**Required action**
Go to the line below containing "padding:12px 22px; border-radius:20px;" and print exactly from there through the line containing "<strong>Map</strong>", both included. Print nothing else.

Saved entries
——

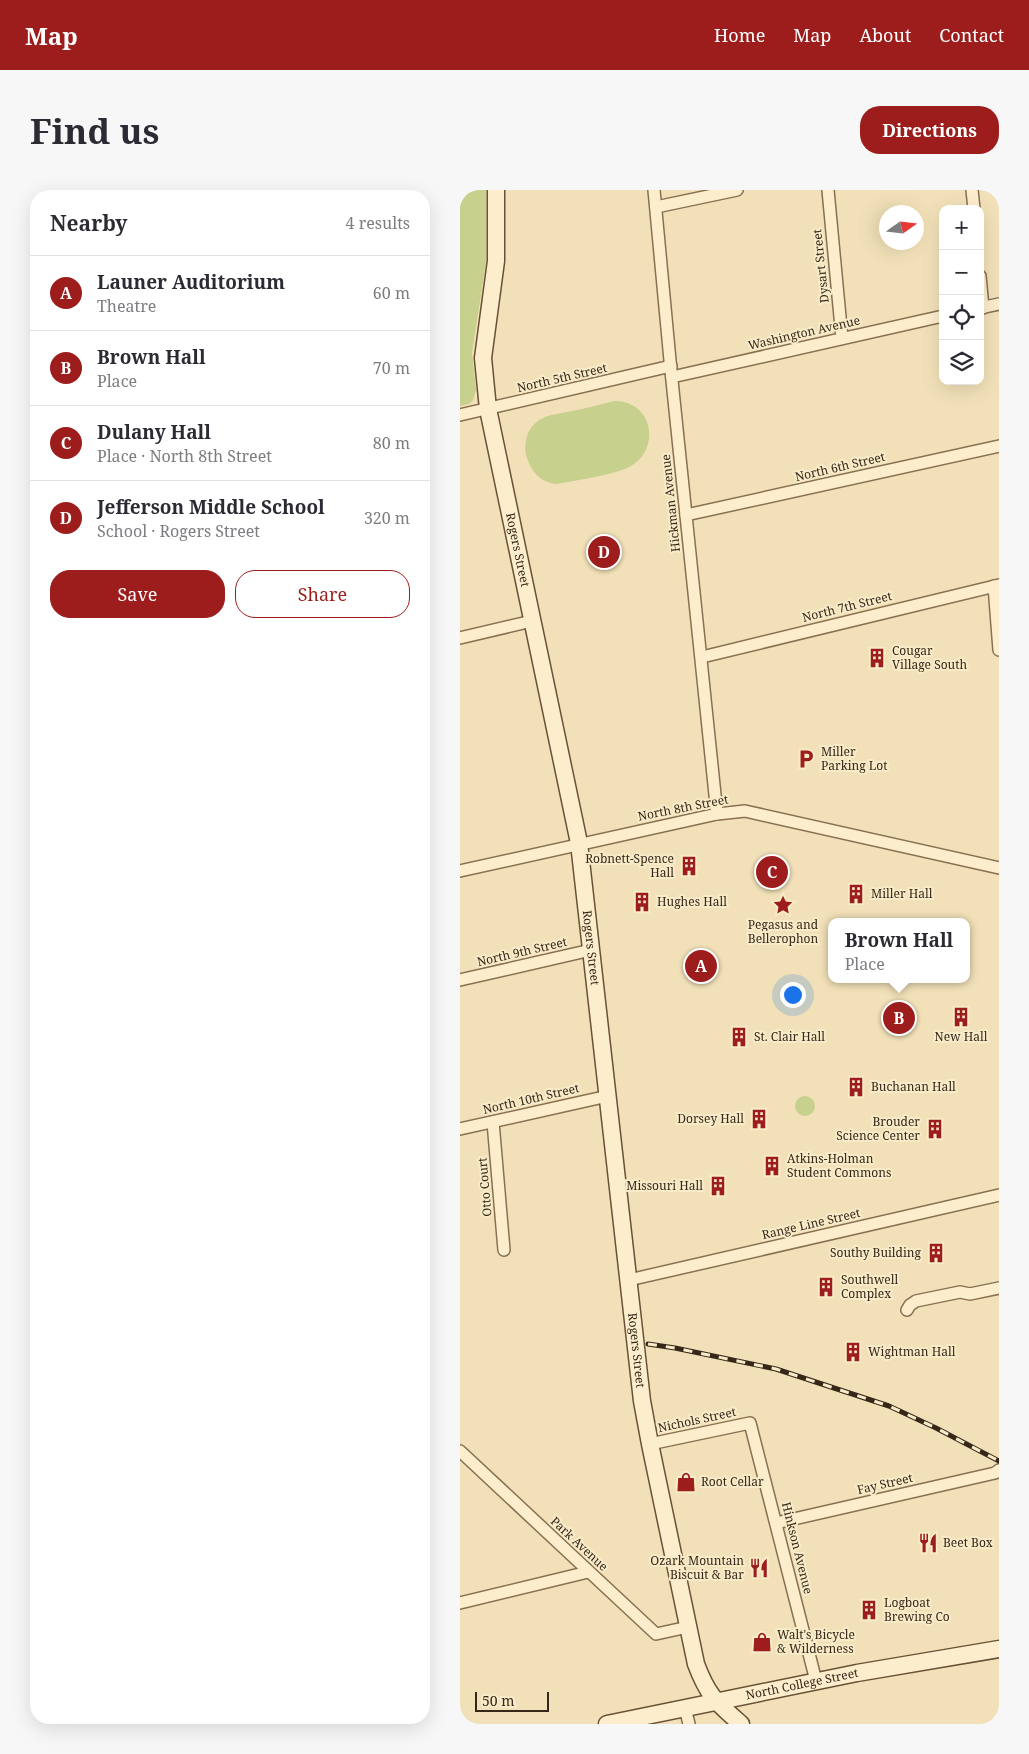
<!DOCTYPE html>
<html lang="en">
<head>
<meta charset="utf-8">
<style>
	body { margin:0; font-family:"Noto Serif",serif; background:#f7f7f7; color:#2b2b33 }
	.controls { position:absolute; right:15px; top:15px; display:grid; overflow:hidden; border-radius:10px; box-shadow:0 5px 20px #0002 }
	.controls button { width:45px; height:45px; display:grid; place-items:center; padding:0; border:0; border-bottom:1px solid #e1e1e2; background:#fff; color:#2b2b33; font:25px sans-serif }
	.compass { position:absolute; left:419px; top:15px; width:45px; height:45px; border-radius:50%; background:#fff; box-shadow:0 5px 20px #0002; rotate:76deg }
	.scale { position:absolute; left:15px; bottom:12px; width:74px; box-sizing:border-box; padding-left:5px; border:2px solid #362719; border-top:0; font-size:14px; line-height:18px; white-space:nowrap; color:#362719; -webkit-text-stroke:4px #f8ebc8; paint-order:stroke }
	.you { position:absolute; left:332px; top:804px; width:18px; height:18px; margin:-12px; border:4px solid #fff; border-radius:50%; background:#1a73e8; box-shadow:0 0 0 8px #1a73e833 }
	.badge { display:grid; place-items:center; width:32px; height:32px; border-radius:50%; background:#9d1d1d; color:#fff; font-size:16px; font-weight:700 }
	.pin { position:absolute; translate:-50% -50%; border:2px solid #fff; box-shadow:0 1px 5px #0006 }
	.popup { position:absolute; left:368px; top:728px; width:142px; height:65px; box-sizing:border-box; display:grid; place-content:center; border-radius:10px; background:#fff; filter:drop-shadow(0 1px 4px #0005); font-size:16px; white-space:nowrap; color:#7c7c81 }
	.popup b { font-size:19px; color:#2b2b33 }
	.popup::after { content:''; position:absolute; left:50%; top:100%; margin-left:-10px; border:10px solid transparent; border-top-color:#fff }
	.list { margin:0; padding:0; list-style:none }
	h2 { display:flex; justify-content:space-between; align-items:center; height:65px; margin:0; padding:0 20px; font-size:21px }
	h2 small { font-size:16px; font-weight:400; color:#7c7c81 }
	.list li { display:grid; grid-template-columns:32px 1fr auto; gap:15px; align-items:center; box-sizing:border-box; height:75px; padding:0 20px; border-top:1px solid #e1e1e2 }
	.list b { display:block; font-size:19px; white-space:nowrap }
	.list p { margin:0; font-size:16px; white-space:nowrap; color:#7c7c81 }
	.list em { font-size:16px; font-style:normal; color:#7c7c81 }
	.actions { display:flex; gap:10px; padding:15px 20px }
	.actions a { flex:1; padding:11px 0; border:1px solid #9d1d1d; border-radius:20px; text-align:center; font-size:18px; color:#9d1d1d }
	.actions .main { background:#9d1d1d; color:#fff }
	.icon { flex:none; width:28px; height:28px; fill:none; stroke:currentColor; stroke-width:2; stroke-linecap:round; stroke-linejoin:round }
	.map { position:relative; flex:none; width:539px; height:1534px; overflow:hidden; border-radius:20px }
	header { display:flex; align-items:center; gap:30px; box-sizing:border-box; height:70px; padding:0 25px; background:#9d1d1d; color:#fff }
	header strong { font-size:24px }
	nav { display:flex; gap:28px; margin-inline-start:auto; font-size:18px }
	.intro { display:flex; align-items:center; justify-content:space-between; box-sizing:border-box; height:120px; padding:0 30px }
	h1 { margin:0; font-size:35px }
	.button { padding:12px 22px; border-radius:20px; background:#9d1d1d; color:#fff; font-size:18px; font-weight:700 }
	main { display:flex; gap:30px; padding:0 30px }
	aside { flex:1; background:#fff; border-radius:20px; box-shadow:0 5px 20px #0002 }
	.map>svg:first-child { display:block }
</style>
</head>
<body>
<header>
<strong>Map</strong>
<nav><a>Home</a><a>Map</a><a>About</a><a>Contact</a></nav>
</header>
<div class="intro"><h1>Find us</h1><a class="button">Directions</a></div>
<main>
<aside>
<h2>Nearby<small>4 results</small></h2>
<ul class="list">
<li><span class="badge">A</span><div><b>Launer Auditorium</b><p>Theatre</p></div><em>60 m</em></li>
<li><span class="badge">B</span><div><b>Brown Hall</b><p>Place</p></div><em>70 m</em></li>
<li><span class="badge">C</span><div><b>Dulany Hall</b><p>Place · North 8th Street</p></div><em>80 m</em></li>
<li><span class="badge">D</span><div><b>Jefferson Middle School</b><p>School · Rogers Street</p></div><em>320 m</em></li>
</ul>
<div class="actions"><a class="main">Save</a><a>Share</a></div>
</aside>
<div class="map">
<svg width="539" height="1534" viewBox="0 0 539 1534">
	<rect width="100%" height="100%" fill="#f2e1b8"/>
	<g fill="#c7d08c">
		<path d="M0 0H26V72L12 163 16 200 13 210 9 214 0 216Z"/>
		<path d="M154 211C192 210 202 258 171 276 155 285 114 291 95 294 83 292 74 285 69 273 61 256 66 235 85 227 93 224 103 223 112 221 126 218 140 215 154 211Z"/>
		<circle cx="345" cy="916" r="10"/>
	</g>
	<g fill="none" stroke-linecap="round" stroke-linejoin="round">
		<defs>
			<g id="street">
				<path d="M194 0 211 181 257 624"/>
				<path d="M368 0 382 148"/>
				<path d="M512 0 514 19"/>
				<path d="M196 17 277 0"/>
				<path d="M520 86 523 118"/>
				<path d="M520 118 539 114"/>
				<path d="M212 187 483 126"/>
				<path d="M0 225 211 176"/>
				<path d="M226 325 539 256"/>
				<path d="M534 396 539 460"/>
				<path d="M0 448 72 431"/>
				<path d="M242 467 539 395"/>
				<path d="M0 681 257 624 285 621 539 678"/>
				<path d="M0 790 131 760"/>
				<path d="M33 932 44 1060"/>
				<path d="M0 939 148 906"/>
				<path d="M169 1090 539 1005"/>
				<path d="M447 1120 450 1115 456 1111 500 1102 510 1104 539 1098"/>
				<path d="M190 1254 290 1233 356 1491"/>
				<path d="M0 1261 196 1444 228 1437"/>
				<path d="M316 1333 535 1283 539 1280"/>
				<path d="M0 1413 128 1382"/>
				<path d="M225 1518 229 1534"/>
			</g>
			<g id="secondary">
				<path id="s1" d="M36 0V71L23 168 28 219 119 653 182 1211 190 1254 236 1474C248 1506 256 1512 281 1534"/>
				<path id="s2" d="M147 1534 397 1483 539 1459"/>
			</g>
		</defs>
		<use href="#street" stroke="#897052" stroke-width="14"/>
		<use href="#secondary" stroke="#6a5036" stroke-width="19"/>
		<use href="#street" stroke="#fceecc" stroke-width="11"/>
		<use href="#secondary" stroke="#fceecc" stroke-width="16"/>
		<defs>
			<path id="rail" d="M188 1154 215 1158 316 1179 429 1216 476 1238 539 1271"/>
		</defs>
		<use href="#rail" stroke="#362719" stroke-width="5"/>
		<use href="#rail" stroke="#f8ebc8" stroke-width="3" stroke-dasharray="9" stroke-linecap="butt"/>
	</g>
	<defs>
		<symbol id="building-bare" viewBox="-9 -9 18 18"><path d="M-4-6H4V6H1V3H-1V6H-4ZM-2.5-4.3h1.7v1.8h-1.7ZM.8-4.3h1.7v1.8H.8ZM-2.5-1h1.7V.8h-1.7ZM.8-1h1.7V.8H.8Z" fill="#9d1d1d" stroke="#f8ebc8" stroke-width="2.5" paint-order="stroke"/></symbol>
		<symbol id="parking-bare" viewBox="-9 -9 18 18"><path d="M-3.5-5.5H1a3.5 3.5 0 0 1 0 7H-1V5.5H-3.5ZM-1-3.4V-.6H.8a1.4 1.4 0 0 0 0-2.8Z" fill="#9d1d1d" stroke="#f8ebc8" stroke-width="2.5" paint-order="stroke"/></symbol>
		<symbol id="sight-bare" viewBox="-9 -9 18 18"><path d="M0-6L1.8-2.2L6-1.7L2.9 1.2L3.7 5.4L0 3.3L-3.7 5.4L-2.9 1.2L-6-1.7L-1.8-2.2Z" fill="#9d1d1d" stroke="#f8ebc8" stroke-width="2.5" paint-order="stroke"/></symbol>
		<symbol id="shop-bare" viewBox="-9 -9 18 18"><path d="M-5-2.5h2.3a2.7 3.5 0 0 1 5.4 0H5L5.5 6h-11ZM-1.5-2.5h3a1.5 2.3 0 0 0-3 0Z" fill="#9d1d1d" stroke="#f8ebc8" stroke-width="2.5" paint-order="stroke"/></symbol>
		<symbol id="restaurant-bare" viewBox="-9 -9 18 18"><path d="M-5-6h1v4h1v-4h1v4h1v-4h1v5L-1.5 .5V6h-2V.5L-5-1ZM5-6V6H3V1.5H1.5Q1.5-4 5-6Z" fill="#9d1d1d" stroke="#f8ebc8" stroke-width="2.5" paint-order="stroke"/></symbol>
	</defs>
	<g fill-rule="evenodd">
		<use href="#building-bare" x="403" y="454" width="28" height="28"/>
		<use href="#parking-bare" x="332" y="555" width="28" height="28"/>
		<use href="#building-bare" x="215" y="662" width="28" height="28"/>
		<use href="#building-bare" x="382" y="690" width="28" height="28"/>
		<use href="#building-bare" x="168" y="698" width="28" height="28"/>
		<use href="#sight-bare" x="309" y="701" width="28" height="28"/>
		<use href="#building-bare" x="487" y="813" width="28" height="28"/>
		<use href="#building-bare" x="265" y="833" width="28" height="28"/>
		<use href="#building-bare" x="382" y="883" width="28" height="28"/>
		<use href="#building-bare" x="285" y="915" width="28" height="28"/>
		<use href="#building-bare" x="461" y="925" width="28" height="28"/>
		<use href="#building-bare" x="298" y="962" width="28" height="28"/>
		<use href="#building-bare" x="244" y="982" width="28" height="28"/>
		<use href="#building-bare" x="462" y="1049" width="28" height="28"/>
		<use href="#building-bare" x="352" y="1083" width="28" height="28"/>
		<use href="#building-bare" x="379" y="1148" width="28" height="28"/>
		<use href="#shop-bare" x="212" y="1278" width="28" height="28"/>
		<use href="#restaurant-bare" x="454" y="1339" width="28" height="28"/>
		<use href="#restaurant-bare" x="285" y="1364" width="28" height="28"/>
		<use href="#building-bare" x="395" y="1406" width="28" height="28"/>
		<use href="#shop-bare" x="288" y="1438" width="28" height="28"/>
	</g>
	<g text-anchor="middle" stroke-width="4" stroke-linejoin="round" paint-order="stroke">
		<g font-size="12" fill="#362719" stroke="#f8ebc8">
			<text transform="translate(361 76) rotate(-96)" y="4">Dysart Street</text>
			<text transform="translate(344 143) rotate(-13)" y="4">Washington Avenue</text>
			<text transform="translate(102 188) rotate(-13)" y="4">North 5th Street</text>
			<text transform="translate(380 277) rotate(-13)" y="4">North 6th Street</text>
			<text transform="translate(211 313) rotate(-96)" y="4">Hickman Avenue</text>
			<text dy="4" stroke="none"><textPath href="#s1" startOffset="364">Rogers Street</textPath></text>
			<text transform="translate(387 417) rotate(-14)" y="4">North 7th Street</text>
			<text transform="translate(223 618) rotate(-11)" y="4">North 8th Street</text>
			<text dy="4" stroke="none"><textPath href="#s1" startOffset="769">Rogers Street</textPath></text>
			<text transform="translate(62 762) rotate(-13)" y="4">North 9th Street</text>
			<text transform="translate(71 909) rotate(-13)" y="4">North 10th Street</text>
			<text transform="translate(25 997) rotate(-95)" y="4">Otto Court</text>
			<text transform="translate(351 1034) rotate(-13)" y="4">Range Line Street</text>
			<text dy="4" stroke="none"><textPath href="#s1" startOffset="1174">Rogers Street</textPath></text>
			<text transform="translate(237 1230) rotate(-12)" y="4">Nichols Street</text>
			<text transform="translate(425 1294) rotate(-13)" y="4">Fay Street</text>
			<text transform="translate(119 1354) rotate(43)" y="4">Park Avenue</text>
			<text transform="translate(337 1358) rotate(76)" y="4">Hinkson Avenue</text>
			<text dy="4" stroke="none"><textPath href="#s2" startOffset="199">North College Street</textPath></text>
		</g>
		<g font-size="12" fill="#362719" stroke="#f8ebc8" text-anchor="start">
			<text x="432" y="465">Cougar<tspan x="432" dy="14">Village South</tspan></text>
			<text x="361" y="566">Miller<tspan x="361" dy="14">Parking Lot</tspan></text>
			<text x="214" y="673" text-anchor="end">Robnett-Spence<tspan x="214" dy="14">Hall</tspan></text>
			<text x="411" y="708">Miller Hall</text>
			<text x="197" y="716">Hughes Hall</text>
			<text x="323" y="739" text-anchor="middle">Pegasus and<tspan x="323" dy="14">Bellerophon</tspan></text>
			<text x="294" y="851">St. Clair Hall</text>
			<text x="501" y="851" text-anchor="middle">New Hall</text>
			<text x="411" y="901">Buchanan Hall</text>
			<text x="284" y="933" text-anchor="end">Dorsey Hall</text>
			<text x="460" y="936" text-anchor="end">Brouder<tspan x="460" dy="14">Science Center</tspan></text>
			<text x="327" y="973">Atkins-Holman<tspan x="327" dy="14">Student Commons</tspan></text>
			<text x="243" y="1000" text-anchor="end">Missouri Hall</text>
			<text x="461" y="1067" text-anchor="end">Southy Building</text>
			<text x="381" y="1094">Southwell<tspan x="381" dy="14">Complex</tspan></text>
			<text x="408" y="1166">Wightman Hall</text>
			<text x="241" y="1296">Root Cellar</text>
			<text x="483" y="1357">Beet Box</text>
			<text x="284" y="1375" text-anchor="end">Ozark Mountain<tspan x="284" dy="14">Biscuit &amp; Bar</tspan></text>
			<text x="424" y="1417">Logboat<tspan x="424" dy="14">Brewing Co</tspan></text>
			<text x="317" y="1449">Walt's Bicycle<tspan x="317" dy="14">&amp; Wilderness</tspan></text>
		</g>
	</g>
</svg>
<div class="controls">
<button>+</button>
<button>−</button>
<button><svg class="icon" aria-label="locate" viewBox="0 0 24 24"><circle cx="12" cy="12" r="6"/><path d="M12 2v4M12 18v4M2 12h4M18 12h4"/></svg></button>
<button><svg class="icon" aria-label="layers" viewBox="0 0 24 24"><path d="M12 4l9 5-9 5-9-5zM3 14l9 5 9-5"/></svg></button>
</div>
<svg class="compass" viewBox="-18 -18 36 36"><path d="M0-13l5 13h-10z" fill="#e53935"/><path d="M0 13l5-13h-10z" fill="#7c7c81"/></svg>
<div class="scale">50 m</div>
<div class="you"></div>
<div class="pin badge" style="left:241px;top:776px">A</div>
<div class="pin badge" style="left:439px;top:828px">B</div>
<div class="popup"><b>Brown Hall</b>Place</div>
<div class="pin badge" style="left:312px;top:682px">C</div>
<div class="pin badge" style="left:144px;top:362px">D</div>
</div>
</main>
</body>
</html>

——

**Result below**
	.button { padding:12px 22px; border-radius:20px; background:#9d1d1d; color:#fff; font-size:18px; font-weight:700 }
	main { display:flex; gap:30px; padding:0 30px }
	aside { flex:1; background:#fff; border-radius:20px; box-shadow:0 5px 20px #0002 }
	.map>svg:first-child { display:block }
</style>
</head>
<body>
<header>
<strong>Map</strong>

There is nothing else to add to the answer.